### Work request
Report only how many lines in the material contain "JSON".

### Provided data
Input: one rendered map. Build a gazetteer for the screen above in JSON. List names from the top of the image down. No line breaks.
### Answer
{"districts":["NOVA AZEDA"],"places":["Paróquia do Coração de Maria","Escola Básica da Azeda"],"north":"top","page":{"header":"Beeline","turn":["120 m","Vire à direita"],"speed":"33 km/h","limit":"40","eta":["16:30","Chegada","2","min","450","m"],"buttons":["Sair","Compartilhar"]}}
---
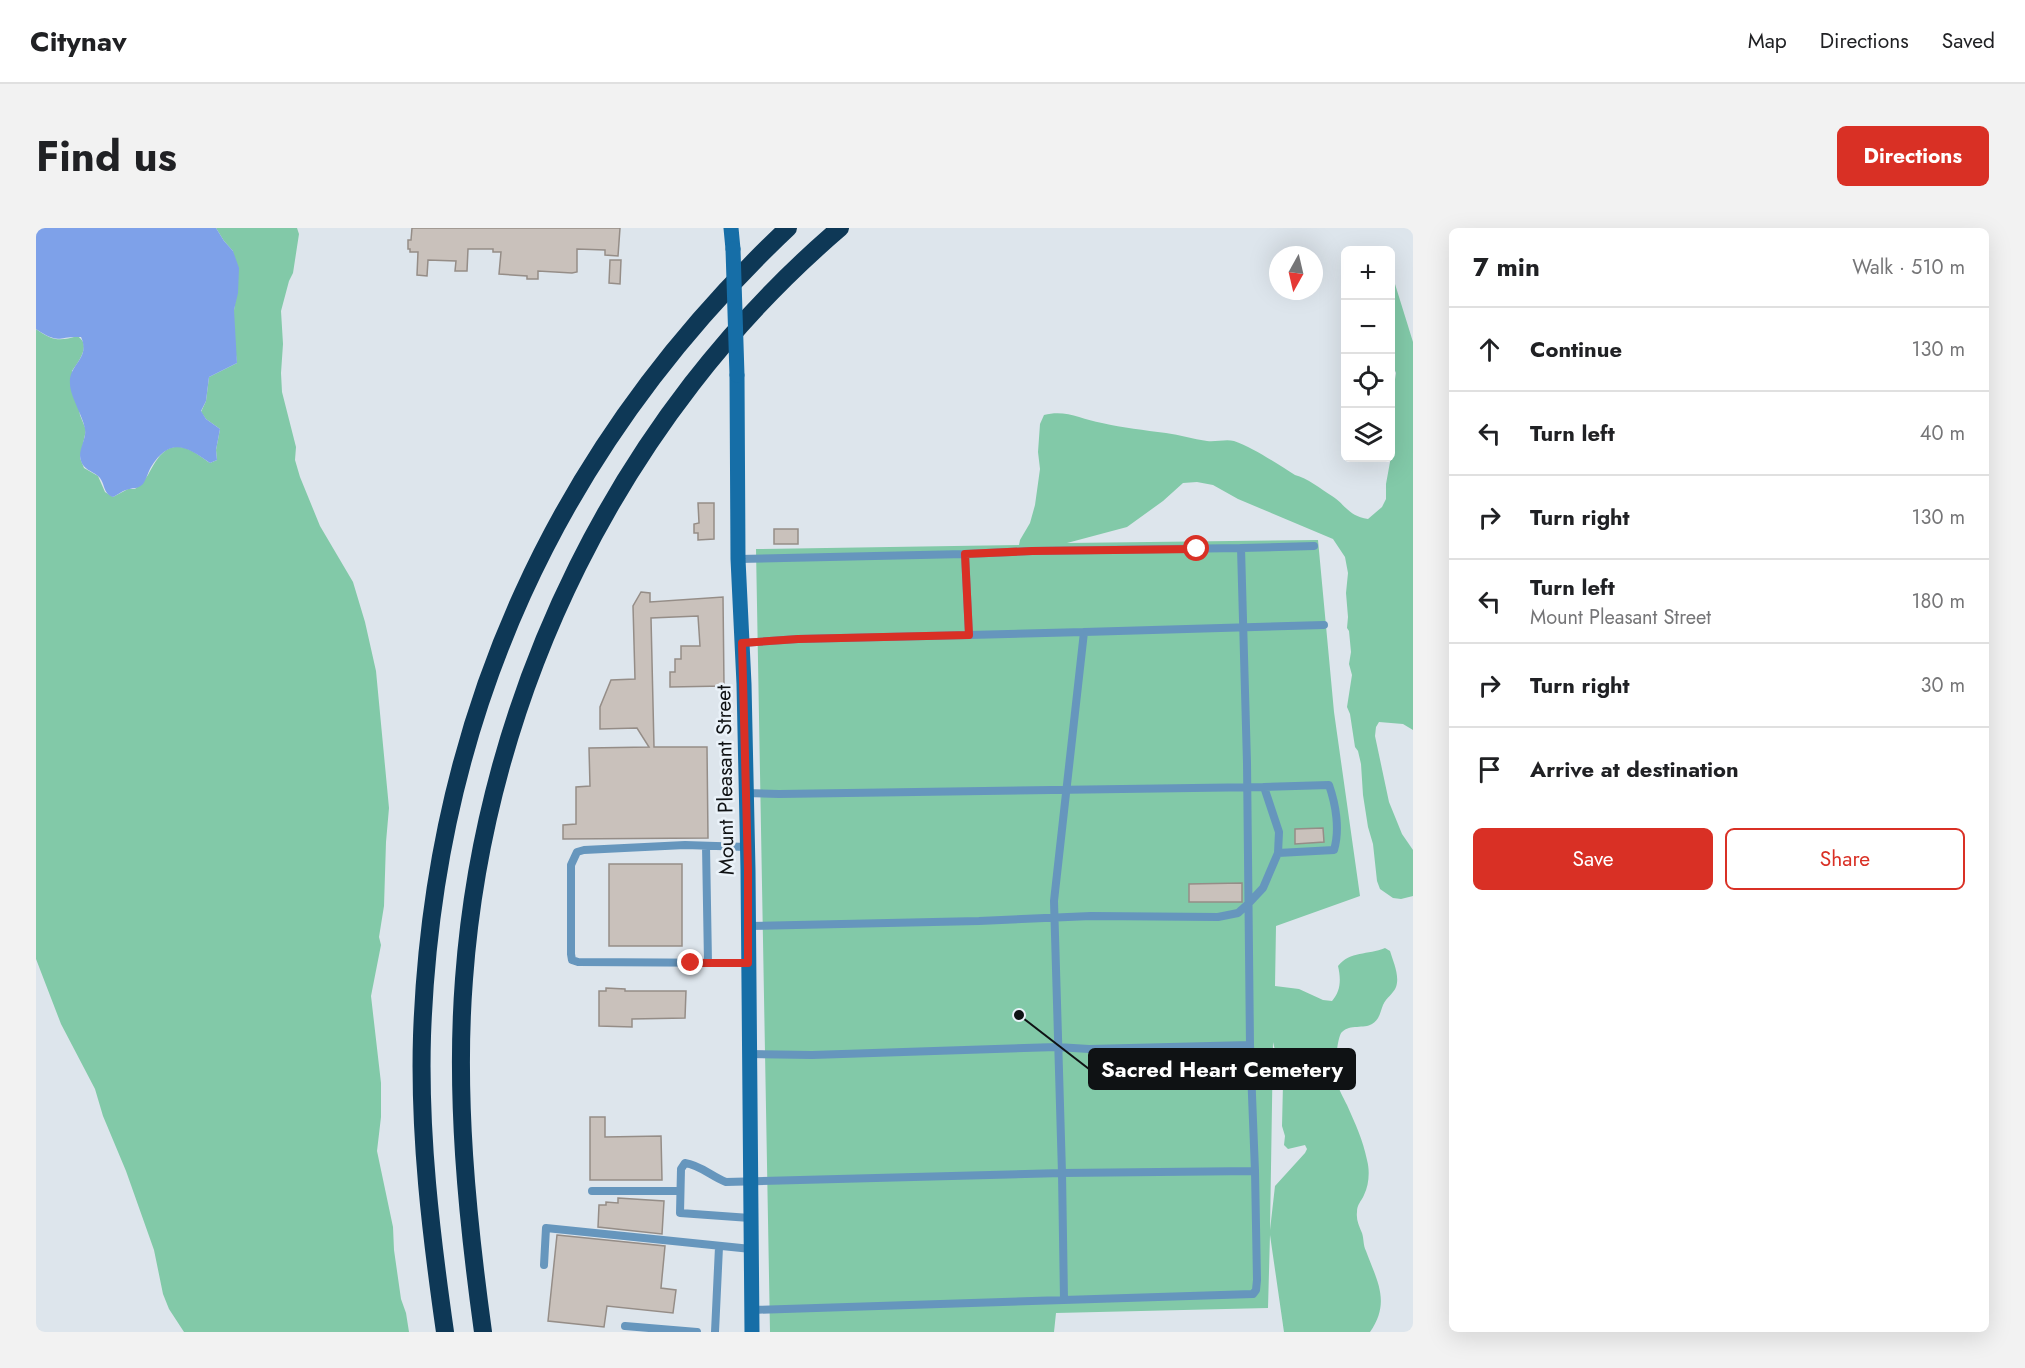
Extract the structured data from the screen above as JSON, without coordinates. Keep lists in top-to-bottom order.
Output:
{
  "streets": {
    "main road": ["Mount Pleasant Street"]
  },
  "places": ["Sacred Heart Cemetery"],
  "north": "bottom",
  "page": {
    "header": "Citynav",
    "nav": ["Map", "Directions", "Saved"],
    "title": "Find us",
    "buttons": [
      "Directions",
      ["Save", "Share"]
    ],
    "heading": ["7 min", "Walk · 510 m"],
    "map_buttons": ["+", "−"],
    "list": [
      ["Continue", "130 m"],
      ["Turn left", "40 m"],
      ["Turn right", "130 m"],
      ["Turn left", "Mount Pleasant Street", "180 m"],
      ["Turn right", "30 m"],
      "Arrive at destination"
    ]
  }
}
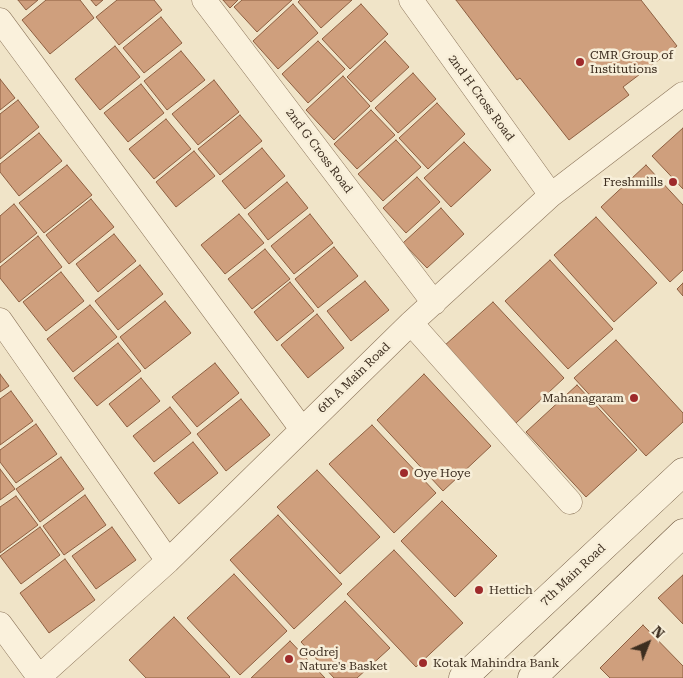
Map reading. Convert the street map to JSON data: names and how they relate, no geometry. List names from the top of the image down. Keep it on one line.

### Task answer
3